▶ _Task description_: Among the lines below, copy exactly those from the one with "for (const [x, y, r, color] of markers)" through the one with "stroke(box, '#e2d8e1', 1);", counting both ends.

▶ _Entries provided_:
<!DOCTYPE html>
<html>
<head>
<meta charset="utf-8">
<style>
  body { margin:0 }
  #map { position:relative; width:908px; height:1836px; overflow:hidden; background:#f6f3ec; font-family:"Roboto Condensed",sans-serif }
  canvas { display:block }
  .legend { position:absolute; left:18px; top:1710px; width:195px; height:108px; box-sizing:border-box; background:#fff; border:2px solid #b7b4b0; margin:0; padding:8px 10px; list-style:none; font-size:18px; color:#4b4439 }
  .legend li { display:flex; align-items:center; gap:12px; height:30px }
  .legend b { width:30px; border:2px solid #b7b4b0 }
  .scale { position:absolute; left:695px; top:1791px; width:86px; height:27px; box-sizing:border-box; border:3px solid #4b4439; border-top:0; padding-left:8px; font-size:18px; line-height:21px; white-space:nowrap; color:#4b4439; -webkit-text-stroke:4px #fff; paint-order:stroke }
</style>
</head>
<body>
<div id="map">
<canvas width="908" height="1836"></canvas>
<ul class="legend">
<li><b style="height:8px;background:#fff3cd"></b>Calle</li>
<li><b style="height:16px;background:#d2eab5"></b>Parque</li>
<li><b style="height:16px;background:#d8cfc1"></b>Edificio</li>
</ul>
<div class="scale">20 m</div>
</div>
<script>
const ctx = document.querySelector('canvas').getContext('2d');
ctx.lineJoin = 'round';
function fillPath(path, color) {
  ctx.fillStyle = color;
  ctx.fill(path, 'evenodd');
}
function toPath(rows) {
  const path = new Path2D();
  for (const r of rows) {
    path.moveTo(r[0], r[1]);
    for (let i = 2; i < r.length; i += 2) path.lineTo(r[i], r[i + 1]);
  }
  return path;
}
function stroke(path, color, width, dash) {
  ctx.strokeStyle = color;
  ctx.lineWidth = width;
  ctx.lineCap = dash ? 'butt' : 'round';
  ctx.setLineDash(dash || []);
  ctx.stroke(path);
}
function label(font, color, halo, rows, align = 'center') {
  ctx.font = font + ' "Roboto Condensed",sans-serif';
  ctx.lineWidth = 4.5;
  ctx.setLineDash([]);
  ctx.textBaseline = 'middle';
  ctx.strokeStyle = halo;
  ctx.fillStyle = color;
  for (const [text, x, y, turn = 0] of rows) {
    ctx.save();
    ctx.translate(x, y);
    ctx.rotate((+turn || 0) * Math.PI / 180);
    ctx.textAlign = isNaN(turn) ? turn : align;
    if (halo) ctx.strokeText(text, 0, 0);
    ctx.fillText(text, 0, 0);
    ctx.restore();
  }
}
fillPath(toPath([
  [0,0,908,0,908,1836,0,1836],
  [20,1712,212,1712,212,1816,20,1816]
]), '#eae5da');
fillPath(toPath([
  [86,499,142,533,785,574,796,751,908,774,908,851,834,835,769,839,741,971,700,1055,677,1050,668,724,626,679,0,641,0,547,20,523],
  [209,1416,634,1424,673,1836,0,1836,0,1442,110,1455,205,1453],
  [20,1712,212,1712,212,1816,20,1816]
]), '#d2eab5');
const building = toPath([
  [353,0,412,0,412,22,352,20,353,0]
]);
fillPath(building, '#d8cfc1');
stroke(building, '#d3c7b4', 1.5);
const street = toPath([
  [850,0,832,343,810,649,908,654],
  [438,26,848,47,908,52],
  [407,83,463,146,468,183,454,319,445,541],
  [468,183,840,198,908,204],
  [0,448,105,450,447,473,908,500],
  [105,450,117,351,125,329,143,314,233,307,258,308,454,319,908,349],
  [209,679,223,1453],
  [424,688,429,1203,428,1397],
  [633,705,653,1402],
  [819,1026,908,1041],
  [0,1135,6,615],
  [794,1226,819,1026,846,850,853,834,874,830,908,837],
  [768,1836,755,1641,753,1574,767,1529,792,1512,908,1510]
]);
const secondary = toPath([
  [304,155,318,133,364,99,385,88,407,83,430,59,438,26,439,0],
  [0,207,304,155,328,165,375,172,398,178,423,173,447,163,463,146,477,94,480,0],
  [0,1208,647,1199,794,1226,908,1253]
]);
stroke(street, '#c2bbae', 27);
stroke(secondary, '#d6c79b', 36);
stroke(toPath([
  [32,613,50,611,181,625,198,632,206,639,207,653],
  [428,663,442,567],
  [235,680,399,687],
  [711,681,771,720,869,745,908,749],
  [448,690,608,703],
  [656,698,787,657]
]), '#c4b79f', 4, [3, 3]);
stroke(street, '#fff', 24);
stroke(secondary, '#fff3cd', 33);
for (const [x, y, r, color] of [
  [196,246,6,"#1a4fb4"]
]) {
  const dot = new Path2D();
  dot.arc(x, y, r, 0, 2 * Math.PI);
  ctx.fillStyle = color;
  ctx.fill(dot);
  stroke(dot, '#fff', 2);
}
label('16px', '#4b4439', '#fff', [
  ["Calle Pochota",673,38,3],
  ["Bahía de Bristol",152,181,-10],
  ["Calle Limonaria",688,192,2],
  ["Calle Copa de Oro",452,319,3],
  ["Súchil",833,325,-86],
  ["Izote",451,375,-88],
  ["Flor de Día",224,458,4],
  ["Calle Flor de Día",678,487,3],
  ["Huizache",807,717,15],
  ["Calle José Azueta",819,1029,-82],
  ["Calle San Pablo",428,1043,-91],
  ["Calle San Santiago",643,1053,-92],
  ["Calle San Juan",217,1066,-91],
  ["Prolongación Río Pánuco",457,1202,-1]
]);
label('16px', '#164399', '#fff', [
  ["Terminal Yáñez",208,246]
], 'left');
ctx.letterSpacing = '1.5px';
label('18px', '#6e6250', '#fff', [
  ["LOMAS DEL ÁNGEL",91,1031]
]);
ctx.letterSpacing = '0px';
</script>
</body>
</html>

--

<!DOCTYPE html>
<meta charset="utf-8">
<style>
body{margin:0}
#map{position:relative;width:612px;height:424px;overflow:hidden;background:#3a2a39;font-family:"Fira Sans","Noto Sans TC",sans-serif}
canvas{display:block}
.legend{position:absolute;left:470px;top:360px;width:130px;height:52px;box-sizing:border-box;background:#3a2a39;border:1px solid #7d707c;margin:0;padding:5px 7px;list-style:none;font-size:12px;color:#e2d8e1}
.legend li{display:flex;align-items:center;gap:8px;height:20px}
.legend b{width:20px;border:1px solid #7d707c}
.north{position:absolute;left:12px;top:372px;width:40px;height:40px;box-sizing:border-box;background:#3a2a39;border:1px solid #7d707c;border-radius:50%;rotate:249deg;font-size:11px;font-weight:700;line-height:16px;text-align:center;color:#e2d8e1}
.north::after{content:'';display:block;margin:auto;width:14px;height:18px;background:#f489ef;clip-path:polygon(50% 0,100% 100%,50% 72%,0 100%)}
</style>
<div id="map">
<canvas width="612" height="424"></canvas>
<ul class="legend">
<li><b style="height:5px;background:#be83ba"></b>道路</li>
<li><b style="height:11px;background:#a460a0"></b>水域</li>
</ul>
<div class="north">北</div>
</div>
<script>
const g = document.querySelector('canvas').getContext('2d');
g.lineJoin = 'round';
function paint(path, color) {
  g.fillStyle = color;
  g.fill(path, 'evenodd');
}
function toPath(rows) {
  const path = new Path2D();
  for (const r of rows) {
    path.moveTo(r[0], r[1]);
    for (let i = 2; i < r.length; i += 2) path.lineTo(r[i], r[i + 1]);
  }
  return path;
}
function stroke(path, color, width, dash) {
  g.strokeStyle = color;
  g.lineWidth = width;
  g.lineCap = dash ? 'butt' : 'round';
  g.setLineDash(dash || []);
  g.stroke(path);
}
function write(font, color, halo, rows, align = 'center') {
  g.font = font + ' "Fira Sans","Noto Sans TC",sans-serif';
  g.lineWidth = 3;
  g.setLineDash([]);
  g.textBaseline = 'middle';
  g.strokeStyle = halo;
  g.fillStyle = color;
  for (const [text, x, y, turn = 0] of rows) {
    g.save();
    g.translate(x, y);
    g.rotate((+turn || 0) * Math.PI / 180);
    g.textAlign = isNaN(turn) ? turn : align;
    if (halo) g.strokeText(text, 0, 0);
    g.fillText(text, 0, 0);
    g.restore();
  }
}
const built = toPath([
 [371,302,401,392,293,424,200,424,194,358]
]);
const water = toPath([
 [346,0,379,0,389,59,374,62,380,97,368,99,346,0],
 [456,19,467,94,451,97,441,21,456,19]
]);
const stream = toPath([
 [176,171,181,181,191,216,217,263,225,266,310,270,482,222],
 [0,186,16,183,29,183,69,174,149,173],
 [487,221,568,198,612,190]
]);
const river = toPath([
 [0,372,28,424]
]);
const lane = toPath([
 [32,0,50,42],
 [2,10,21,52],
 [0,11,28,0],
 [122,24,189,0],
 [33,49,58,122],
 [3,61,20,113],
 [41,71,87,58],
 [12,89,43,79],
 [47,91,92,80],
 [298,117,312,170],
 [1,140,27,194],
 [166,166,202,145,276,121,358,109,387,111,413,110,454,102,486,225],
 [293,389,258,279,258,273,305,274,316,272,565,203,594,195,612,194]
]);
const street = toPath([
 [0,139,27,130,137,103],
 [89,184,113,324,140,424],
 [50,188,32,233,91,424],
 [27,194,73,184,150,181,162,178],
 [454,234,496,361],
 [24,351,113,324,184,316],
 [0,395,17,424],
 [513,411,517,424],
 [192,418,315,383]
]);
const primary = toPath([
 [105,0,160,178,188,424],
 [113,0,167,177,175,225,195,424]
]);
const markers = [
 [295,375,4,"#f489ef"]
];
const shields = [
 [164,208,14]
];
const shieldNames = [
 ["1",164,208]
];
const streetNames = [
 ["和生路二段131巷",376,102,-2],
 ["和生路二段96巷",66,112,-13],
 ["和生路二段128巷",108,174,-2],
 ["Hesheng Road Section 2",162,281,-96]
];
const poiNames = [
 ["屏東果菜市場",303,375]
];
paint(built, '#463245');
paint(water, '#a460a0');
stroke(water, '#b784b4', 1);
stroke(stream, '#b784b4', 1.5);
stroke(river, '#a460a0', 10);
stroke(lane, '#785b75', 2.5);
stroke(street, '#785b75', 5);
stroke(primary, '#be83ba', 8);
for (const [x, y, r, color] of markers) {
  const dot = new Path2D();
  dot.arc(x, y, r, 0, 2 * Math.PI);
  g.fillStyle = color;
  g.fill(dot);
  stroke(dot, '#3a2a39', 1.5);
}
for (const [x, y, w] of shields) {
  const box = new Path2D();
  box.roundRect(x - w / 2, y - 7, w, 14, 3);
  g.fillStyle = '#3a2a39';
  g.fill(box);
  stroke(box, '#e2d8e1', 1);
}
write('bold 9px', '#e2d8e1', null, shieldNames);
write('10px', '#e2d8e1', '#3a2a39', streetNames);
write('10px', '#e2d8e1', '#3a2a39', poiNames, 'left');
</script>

▶ _Result for this exercise_:
for (const [x, y, r, color] of markers) {
  const dot = new Path2D();
  dot.arc(x, y, r, 0, 2 * Math.PI);
  g.fillStyle = color;
  g.fill(dot);
  stroke(dot, '#3a2a39', 1.5);
}
for (const [x, y, w] of shields) {
  const box = new Path2D();
  box.roundRect(x - w / 2, y - 7, w, 14, 3);
  g.fillStyle = '#3a2a39';
  g.fill(box);
  stroke(box, '#e2d8e1', 1);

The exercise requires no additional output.